Introduction to Data quality and exploration – AI1010 Lecture 8

Data Quality Essentials

Data quality drives AI performance; better data often has a bigger impact than a better algorithm.
Scale of data in modern AI: Google Translate > 10B sentence pairs; Tesla Autopilot > 1B miles; GPT pre-training on > 500B tokens (trillions recently); ImageNet-scale image datasets.

Data Types and Structure

Structured data: rows = objects, columns = measurements; represent each row as a n imes d matrix where n = number of samples, d = number of features.
VC-dimension: relates model complexity to generalization; for linear models in d dimensions, VC\text{-dimension} \approx d.
Data types: Structured, Unstructured, Semi-structured; examples: CSV/database, text/images, JSON/XML/HTML.

Data Sources & Lifecycle

Data sources: Internal, External, Generated; Crowdsourced labels.
Public datasets: ImageNet, Common Crawl, Wikipedia dumps.
Data lifecycle: iterative, continuous; version control for data and models is crucial for reproducibility.

Data Size, Shape & Splits

Size categories: Small < 1\text{GB}; Medium 1-100\text{GB}; Big > 100\text{GB}.
Shape: n = samples, d = features; high n is good; high d risks the "curse of dimensionality".
Data splitting strategies: Random Split (Train 60–80%, Val 10–20%, Test 10–20%); Stratified Split; Time-based Split; Cross-Validation.

Exploratory Data Analysis (EDA)

Purpose: get an overall sense of the data; compute summary statistics (distinct values, min, max, mean, median, variance, skewness).
Visualization: histograms, scatter plots, higher-dimensional methods.
EDA helps data-checks and catching skewness or anomalies before modeling.

Data Quality Issues

Missing values, Noise, Outliers, Duplicates, Inconsistency.
Data cleaning is often the largest portion of a project (often up to ~80% of resources).

Missing Data: Detection & Patterns

Representations: missing values can appear as \text{NaN}, \text{NULL}, \"N/A\", empty strings, placeholders like 0 or -999.
Missingness types:
- MCAR (Missing Completely At Random): no pattern with any variable.
- MAR (Missing At Random): missingness related to observed variables.
- MNAR (Missing Not At Random): missingness related to the value itself.

Handling Missing Data: Strategies

Deletion: Row deletion (few affected rows) or Column deletion (if > 50% missing).
Imputation (Filling in values): Simple (mean/median for numeric, mode for categorical); Advanced (KNN or model-based).
Indicator feature: add a binary column indicating whether a value was imputed.

Imputation Methods (Examples)

Simple: mean/median (numeric), mode (categorical).
K-NN imputation: fill based on nearest neighbours (e.g., K=2).
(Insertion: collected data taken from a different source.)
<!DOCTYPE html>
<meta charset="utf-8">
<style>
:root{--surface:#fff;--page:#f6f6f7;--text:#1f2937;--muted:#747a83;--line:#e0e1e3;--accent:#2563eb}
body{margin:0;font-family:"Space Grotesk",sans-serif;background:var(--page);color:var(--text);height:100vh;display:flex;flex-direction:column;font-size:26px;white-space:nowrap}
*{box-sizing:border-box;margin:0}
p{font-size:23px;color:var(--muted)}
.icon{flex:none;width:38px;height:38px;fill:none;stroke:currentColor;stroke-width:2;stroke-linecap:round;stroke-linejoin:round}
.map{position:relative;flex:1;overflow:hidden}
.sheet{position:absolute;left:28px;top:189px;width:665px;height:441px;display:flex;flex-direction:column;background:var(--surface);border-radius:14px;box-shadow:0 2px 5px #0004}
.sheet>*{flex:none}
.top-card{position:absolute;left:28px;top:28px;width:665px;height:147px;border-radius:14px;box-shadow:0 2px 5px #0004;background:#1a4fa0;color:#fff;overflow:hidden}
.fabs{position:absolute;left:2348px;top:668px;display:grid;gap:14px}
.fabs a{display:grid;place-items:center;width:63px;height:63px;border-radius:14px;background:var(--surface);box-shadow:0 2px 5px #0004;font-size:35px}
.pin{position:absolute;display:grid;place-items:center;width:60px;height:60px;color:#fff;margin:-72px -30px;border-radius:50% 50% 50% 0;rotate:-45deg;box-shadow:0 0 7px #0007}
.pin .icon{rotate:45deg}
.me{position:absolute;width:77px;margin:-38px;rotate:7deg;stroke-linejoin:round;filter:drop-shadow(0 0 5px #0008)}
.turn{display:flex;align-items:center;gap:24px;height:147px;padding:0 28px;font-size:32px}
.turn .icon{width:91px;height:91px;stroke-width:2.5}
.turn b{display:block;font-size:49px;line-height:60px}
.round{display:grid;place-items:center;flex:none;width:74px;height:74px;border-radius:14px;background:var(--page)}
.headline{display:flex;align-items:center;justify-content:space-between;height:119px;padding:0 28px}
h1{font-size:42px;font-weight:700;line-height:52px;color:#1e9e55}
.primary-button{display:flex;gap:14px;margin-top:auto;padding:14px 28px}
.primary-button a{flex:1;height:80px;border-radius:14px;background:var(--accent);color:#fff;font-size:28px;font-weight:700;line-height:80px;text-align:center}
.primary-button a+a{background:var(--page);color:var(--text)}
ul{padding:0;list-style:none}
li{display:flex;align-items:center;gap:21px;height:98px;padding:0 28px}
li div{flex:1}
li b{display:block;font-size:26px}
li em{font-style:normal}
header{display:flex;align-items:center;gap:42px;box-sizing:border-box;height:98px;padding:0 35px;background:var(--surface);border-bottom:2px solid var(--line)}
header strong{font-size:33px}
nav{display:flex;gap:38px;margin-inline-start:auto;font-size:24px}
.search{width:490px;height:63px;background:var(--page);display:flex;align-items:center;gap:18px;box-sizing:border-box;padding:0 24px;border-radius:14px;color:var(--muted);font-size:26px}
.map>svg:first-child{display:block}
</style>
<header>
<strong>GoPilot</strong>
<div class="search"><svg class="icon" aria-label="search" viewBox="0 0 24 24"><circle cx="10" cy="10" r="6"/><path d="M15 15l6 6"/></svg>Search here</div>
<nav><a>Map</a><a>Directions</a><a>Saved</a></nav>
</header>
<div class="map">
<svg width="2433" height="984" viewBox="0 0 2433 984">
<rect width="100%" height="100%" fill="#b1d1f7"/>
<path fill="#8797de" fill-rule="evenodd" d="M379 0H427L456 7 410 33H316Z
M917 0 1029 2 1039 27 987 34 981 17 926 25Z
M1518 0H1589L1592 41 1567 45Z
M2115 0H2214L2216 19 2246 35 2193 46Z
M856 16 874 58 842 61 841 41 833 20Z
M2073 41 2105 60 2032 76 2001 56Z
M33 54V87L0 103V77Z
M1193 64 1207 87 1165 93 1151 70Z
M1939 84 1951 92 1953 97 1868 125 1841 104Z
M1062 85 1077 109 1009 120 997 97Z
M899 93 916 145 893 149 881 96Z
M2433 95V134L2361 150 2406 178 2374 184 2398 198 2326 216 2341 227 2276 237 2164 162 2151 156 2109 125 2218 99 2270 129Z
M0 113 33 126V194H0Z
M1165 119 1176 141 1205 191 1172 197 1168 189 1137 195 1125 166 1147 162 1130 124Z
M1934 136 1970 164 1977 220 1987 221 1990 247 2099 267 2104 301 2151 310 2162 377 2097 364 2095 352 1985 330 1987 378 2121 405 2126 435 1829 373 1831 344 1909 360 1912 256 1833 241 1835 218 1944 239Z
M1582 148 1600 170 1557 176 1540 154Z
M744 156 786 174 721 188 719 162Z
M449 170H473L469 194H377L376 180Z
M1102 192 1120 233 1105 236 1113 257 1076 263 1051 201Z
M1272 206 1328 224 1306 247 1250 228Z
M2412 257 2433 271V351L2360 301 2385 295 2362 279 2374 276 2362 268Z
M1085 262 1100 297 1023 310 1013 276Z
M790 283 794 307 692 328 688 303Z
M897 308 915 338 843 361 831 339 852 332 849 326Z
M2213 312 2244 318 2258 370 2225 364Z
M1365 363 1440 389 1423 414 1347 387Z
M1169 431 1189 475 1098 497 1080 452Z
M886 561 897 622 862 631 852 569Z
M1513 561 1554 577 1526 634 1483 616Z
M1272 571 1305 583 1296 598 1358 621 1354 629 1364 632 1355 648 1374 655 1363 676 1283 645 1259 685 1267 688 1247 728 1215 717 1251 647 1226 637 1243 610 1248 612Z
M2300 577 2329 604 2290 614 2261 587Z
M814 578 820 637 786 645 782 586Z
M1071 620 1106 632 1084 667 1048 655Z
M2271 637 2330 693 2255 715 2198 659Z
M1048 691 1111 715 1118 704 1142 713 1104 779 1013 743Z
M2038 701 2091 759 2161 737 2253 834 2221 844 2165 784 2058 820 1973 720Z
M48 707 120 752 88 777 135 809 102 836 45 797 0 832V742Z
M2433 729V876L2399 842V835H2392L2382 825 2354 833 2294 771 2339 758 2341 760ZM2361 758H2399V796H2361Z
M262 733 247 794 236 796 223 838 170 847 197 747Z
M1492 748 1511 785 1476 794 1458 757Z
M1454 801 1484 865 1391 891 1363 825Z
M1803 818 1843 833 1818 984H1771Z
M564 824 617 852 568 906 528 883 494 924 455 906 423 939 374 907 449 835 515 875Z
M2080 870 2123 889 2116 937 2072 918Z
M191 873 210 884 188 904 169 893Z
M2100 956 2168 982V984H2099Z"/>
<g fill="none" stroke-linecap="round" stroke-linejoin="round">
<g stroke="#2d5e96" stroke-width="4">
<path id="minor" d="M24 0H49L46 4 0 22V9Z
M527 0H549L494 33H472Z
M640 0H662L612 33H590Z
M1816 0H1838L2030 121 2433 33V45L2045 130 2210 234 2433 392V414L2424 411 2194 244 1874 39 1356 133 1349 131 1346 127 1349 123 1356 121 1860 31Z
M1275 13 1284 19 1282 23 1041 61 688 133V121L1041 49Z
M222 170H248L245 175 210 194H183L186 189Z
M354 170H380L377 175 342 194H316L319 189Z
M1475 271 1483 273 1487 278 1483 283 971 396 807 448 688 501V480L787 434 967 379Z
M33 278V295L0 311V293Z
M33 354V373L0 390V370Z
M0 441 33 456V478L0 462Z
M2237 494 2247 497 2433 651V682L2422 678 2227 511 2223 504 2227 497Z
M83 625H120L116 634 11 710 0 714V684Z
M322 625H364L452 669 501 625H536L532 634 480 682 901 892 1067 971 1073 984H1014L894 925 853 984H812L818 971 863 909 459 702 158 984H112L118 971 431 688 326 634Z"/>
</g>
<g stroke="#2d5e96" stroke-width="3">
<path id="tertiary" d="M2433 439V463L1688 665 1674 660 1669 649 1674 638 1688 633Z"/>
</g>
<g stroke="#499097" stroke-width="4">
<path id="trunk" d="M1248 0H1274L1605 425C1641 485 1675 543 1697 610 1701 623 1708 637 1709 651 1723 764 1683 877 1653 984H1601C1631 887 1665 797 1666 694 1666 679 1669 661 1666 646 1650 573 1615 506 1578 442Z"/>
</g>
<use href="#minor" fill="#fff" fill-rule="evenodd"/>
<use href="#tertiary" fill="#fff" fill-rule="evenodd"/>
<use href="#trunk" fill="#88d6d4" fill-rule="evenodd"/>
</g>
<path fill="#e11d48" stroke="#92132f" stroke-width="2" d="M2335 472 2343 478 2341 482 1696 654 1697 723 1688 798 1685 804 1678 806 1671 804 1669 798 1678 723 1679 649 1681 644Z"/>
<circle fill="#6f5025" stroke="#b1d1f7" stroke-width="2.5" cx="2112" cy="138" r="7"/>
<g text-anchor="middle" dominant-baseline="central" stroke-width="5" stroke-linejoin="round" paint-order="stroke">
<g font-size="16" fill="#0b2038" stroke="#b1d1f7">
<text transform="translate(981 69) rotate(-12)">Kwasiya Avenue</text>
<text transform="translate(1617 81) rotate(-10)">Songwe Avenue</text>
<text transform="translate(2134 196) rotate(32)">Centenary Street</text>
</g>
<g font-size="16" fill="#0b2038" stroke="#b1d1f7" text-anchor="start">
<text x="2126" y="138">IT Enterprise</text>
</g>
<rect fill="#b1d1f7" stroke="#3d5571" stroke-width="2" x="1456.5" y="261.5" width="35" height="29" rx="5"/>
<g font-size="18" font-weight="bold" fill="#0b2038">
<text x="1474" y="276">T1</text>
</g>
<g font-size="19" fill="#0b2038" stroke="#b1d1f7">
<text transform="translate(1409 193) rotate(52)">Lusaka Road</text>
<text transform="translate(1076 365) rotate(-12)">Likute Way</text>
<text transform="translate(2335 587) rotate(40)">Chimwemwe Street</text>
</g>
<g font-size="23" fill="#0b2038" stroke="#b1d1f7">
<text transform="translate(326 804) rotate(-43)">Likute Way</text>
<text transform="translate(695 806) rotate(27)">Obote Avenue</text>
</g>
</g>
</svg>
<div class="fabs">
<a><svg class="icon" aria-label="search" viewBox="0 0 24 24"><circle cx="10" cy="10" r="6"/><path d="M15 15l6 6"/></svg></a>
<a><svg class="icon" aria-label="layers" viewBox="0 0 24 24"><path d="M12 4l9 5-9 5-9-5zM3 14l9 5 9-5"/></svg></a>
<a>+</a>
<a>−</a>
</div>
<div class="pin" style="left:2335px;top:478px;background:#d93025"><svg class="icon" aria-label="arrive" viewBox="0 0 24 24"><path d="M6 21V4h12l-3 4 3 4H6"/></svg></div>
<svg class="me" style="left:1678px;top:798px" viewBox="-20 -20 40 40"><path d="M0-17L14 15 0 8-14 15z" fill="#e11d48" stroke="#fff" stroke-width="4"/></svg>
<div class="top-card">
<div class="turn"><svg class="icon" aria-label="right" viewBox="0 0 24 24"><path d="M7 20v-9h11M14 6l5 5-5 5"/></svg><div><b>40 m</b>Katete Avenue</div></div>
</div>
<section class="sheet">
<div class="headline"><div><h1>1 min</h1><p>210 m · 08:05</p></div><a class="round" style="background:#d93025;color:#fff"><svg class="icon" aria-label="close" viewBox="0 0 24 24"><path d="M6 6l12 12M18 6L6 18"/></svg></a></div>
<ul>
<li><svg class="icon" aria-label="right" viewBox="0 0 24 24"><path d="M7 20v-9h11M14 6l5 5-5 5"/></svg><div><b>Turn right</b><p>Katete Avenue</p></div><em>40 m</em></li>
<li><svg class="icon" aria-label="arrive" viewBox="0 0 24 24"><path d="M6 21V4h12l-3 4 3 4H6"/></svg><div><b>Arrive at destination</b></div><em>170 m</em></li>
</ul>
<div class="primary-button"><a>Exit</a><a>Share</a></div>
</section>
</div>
Outlier Detection & Handling

Outliers can skew statistics and models.
Detection:
- Visualization: Boxplots.
- Statistical: Z-score, IQR.
Boxplot method: define Q1, Q3; IQR = Q3 − Q1; outliers beyond [Q1 − 1.5×IQR, Q3 + 1.5×IQR].
Z-score: Z = \frac{x - \mu}{\sigma}; |Z| > 3 often an outlier.
IQR method is robust to non-normal data.
Handling: remove, cap (winsorize), transform (e.g., log), or keep if genuine rare event.

Feature Scaling

Puts all features on similar scale; crucial for distance-based algorithms (k-NN, SVM, neural nets).

Duplicates & Consistency

Duplicates: exact duplicates easy to detect; near duplicates require entity resolution.
Consistency: standardize formats, units, and textual names (lowercase, remove special chars).

Data Validation

Automated checks for integrity: Range checks, Type checks, Referential Integrity, Business Rules.
Best Practice: automate checks in the data pipeline using asserts or data quality tools.
Example: Referential integrity – DepartmentID in Employees must exist in Departments.

Feature Engineering

Create new features from existing data (often the biggest performance gains):
- Ratios (e.g., clicks/views → click-through rate)
- Aggregations (average purchase value for a customer)
- Polynomial features (interactions, powers)
- Date/Time features (day of week, month, is weekend)
- Text features (word count, sentiment scores)

Text & Image Preprocessing

Text: Tokenization, Lowercasing, Stop-word removal, Stemming/Lemmatization; Vectorization (e.g., TF-IDF).
Image: Resize, Normalize pixel values, Data augmentation (rotate, flip, crop), Color space conversion.

Data Ethics & Privacy

Consent and privacy regulations (GDPR, CCPA);
PII handling; Bias in data can be learned/amplified by models; Anonymization.
Real-world concerns: facial recognition bias, medical data privacy, location tracking.